# Slugged my bores….now what?



## fusil (Sep 23, 2008)

Hi guys,
I’ve slugged the bore of my revolvers and my semi auto. My revolvers are .357” and my semi is .356”. I used digital callipers as I don’t have a micrometer, is this accurate enough? :smt017
I’ve read you should have cast boolits .001”/.002” larger than bore size. The mold I was looking at is the Lee 358 RF 125gr. 
Do I need to size at 358 if the cast boolit comes out the mold at 358?
I was going to buy a .356” Lee mold for my two 9mm’s, but they are .356” at the bore! 
The other idea I had was to size the .358” RF down to .357 for the 9mm and use as cast for the revolvers.
Some help please as I’m beginning to annoy my wife (as usual) with all this talk of lead, molds and Alox!!!!! :smt088
fusil


----------



## Steve M1911A1 (Feb 6, 2008)

Well, first of all you need to measure a bullet or two cast in the mold in question. (Don't just go by the "name" of the mold.
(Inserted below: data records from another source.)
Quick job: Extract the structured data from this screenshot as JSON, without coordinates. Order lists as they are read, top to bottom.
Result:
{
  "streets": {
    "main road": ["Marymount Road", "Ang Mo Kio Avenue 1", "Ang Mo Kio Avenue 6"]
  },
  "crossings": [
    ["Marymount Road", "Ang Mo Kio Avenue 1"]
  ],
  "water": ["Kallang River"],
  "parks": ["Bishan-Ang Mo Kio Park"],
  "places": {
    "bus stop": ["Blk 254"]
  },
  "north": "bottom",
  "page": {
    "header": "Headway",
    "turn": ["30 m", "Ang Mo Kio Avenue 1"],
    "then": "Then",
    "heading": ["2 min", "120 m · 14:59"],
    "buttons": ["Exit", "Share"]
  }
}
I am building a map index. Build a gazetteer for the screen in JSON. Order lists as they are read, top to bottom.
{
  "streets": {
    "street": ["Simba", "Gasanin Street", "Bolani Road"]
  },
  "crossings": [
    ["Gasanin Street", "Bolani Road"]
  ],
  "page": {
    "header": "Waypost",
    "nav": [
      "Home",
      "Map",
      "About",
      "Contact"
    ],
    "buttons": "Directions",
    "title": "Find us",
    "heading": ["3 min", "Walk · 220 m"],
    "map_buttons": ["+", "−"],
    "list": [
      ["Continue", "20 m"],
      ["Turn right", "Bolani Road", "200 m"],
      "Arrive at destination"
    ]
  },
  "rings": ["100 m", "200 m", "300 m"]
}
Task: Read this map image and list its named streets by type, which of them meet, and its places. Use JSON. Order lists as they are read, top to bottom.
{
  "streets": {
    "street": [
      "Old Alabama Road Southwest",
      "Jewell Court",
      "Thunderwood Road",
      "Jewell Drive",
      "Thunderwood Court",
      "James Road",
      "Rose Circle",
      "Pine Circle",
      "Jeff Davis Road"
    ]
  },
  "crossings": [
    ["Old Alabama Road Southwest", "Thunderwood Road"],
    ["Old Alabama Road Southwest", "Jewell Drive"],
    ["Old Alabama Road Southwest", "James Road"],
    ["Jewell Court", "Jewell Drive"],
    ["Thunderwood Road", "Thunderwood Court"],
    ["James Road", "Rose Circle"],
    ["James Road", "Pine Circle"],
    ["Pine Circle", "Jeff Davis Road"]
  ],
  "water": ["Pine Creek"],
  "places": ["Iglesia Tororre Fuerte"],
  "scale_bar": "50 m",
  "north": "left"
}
However, Lee molds probably are right on specification, because of the way they're made.)
If they're within a couple of thousandths of bore size, you're probably home free.
If you're using lead or lead-alloy bullets at low pressures and velocities, a thousandth or two isn't going to make much difference, assuming that the cartridges you make will chamber properly.
Without any experience at all in loading .38 and 9mm, I would guess that a 0.358" mold would probably be OK for both .38 (0.357") and 9mm (0.355"?), low-pressure revolver cartridges.
But semi-auto cartridges really aren't low-pressure, low-velocity rounds because they have to present enough power to actuate the gun's mechanism. Probably 9mm semi-auto bullets need to be closer to groove (not bore) size than 0.358" might be. Further, it is usual that semi-auto bullets are differently shaped from those meant for revolvers. You could use a semi-auto bullet in a revolver, but (for example) a flat-fronted, full-wadcutter, revolver bullet won't feed through a semi-auto.

Sizing cast bullets is not a big deal. You just press them through a tube of proper inner diameter. There are fancy tools that do this quickly, along with adding lubricant, and there are simple tubes that you use after lubricating the bullets in a separate operation. Both types are in your catalogs.


----------